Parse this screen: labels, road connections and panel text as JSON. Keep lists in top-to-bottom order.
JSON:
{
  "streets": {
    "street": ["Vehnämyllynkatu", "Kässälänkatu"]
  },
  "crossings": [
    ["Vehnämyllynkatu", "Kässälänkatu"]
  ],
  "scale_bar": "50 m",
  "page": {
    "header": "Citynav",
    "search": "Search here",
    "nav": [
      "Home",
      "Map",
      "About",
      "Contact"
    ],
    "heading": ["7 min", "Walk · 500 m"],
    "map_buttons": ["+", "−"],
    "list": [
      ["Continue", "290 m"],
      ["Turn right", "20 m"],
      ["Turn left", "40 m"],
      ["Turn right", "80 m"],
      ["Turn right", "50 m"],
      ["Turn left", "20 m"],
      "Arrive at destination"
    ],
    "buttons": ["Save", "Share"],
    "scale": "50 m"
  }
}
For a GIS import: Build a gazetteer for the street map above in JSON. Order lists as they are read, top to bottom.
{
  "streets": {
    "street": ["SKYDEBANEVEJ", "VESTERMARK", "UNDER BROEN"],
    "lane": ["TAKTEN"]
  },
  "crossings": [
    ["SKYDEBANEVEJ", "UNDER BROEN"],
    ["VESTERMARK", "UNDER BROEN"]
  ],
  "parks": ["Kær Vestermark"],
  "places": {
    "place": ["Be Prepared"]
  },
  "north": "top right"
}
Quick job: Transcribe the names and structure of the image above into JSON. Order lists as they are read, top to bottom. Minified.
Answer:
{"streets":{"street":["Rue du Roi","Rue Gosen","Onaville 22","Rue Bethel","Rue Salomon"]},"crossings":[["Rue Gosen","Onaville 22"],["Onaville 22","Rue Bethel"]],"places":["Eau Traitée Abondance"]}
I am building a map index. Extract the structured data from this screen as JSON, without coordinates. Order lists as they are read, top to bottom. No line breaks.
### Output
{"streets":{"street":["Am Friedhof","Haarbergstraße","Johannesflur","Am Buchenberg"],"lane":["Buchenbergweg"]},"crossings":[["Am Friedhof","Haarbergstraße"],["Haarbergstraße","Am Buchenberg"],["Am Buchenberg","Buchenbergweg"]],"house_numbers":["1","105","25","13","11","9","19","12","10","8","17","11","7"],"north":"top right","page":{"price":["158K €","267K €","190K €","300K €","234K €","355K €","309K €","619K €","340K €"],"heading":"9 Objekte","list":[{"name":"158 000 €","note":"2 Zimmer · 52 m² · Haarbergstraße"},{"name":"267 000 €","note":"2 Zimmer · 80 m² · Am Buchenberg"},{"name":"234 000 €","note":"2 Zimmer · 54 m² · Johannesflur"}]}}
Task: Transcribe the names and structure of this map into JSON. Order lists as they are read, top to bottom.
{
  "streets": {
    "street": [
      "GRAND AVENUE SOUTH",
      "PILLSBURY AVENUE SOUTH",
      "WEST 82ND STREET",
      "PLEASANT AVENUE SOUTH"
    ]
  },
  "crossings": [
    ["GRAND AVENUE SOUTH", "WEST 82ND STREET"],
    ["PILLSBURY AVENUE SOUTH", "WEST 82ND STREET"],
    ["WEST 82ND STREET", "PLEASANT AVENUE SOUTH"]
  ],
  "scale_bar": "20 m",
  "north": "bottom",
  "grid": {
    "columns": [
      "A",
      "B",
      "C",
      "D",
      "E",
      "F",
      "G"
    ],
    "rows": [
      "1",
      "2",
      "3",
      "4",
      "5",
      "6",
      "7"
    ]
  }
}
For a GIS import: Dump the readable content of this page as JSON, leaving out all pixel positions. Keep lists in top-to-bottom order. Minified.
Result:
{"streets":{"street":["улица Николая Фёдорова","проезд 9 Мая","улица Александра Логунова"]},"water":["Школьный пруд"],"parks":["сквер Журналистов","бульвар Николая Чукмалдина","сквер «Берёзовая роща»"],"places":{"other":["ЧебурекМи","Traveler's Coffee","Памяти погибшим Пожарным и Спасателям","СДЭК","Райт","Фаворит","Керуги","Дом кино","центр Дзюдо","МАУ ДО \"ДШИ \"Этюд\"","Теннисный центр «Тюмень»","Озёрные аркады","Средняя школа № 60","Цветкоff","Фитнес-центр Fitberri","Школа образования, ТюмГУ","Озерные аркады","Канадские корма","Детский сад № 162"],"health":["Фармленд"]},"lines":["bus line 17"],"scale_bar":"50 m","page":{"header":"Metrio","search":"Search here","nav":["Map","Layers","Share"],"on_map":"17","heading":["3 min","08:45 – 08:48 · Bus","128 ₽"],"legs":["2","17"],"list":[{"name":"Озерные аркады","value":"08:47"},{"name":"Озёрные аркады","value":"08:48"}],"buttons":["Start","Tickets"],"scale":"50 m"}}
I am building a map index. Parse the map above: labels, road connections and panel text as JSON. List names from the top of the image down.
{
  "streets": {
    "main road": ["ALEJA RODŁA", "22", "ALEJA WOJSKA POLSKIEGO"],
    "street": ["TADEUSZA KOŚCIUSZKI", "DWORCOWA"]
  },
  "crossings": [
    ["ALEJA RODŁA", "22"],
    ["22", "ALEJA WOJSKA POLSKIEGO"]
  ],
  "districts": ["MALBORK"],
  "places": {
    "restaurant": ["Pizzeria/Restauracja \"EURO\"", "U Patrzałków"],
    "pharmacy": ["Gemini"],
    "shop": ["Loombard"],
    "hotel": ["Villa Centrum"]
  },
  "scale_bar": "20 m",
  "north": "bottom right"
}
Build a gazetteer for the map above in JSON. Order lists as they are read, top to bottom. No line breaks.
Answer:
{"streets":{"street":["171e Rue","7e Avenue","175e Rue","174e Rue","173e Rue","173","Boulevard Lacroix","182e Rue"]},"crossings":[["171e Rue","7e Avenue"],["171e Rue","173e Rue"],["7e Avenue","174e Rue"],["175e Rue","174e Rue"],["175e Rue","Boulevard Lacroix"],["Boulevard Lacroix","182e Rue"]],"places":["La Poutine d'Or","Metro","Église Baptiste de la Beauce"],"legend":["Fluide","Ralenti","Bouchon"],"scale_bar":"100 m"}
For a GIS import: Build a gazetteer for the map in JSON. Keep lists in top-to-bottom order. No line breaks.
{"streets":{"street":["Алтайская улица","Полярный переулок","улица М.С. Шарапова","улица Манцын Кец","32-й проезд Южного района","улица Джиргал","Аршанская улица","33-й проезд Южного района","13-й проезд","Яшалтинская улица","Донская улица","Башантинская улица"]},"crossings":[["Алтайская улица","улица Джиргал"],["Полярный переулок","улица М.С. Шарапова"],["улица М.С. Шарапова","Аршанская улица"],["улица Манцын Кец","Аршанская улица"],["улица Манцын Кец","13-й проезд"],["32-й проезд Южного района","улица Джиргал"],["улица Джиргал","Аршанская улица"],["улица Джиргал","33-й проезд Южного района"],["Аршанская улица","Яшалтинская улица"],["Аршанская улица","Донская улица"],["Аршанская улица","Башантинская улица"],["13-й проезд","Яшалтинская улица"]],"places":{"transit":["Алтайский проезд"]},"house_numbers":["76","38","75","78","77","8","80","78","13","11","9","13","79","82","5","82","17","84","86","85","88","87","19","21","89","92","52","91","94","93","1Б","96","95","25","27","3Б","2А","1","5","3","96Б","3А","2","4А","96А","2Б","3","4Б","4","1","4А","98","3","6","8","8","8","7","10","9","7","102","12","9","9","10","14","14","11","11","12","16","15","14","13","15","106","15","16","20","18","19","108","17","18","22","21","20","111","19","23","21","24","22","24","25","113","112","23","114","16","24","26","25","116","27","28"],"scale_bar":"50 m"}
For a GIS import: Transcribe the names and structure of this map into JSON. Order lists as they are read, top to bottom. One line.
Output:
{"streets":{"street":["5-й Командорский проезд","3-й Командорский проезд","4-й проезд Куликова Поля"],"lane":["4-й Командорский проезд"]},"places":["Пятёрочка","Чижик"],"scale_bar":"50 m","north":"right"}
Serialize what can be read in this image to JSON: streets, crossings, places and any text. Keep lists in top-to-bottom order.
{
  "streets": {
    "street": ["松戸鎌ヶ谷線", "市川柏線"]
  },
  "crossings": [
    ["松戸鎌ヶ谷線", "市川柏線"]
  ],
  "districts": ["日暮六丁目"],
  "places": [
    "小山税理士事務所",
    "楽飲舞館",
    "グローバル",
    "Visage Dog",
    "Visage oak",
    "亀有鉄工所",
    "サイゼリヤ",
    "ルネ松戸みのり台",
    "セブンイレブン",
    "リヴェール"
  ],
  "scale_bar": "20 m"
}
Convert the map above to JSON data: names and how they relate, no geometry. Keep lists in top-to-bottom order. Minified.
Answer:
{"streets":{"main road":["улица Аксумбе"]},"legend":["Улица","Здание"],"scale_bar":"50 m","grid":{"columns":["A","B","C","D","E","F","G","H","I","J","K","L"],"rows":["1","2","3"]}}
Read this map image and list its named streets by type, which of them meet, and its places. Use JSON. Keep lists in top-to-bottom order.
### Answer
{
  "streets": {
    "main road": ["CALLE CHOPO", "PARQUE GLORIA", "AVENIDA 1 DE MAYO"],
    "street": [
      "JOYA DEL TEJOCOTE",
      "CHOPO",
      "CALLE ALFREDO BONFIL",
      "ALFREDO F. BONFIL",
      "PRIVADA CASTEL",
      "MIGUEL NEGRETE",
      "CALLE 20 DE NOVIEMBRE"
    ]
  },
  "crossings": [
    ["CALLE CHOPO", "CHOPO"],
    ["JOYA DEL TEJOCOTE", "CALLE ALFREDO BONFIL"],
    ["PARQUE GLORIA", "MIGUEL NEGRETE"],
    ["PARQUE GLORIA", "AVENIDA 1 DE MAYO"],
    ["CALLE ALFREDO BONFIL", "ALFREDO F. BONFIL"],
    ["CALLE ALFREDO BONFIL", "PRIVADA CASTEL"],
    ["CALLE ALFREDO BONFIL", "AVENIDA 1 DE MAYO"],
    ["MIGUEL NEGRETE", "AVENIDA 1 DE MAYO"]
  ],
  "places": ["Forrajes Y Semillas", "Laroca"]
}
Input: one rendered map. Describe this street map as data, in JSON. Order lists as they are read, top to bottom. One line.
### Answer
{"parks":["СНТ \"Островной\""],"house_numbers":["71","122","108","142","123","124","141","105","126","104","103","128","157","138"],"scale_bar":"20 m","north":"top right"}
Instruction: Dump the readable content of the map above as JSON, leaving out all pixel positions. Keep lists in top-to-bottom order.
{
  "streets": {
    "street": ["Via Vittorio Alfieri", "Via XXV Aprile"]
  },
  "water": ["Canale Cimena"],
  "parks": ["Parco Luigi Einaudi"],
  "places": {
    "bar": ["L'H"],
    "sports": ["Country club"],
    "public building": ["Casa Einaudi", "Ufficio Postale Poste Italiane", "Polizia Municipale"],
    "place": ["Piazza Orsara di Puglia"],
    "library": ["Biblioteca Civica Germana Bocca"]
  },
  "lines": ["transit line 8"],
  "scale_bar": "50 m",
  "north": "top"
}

□ □ □ □ □

# Problem to work on
Search the material above for "screen". Pull out each line where it shows up.

# Response below
Parse this screen: labels, road connections and panel text as JSON. Keep lists in top-to-bottom order.
I am building a map index. Extract the structured data from this screen as JSON, without coordinates. Order lists as they are read, top to bottom. No line breaks.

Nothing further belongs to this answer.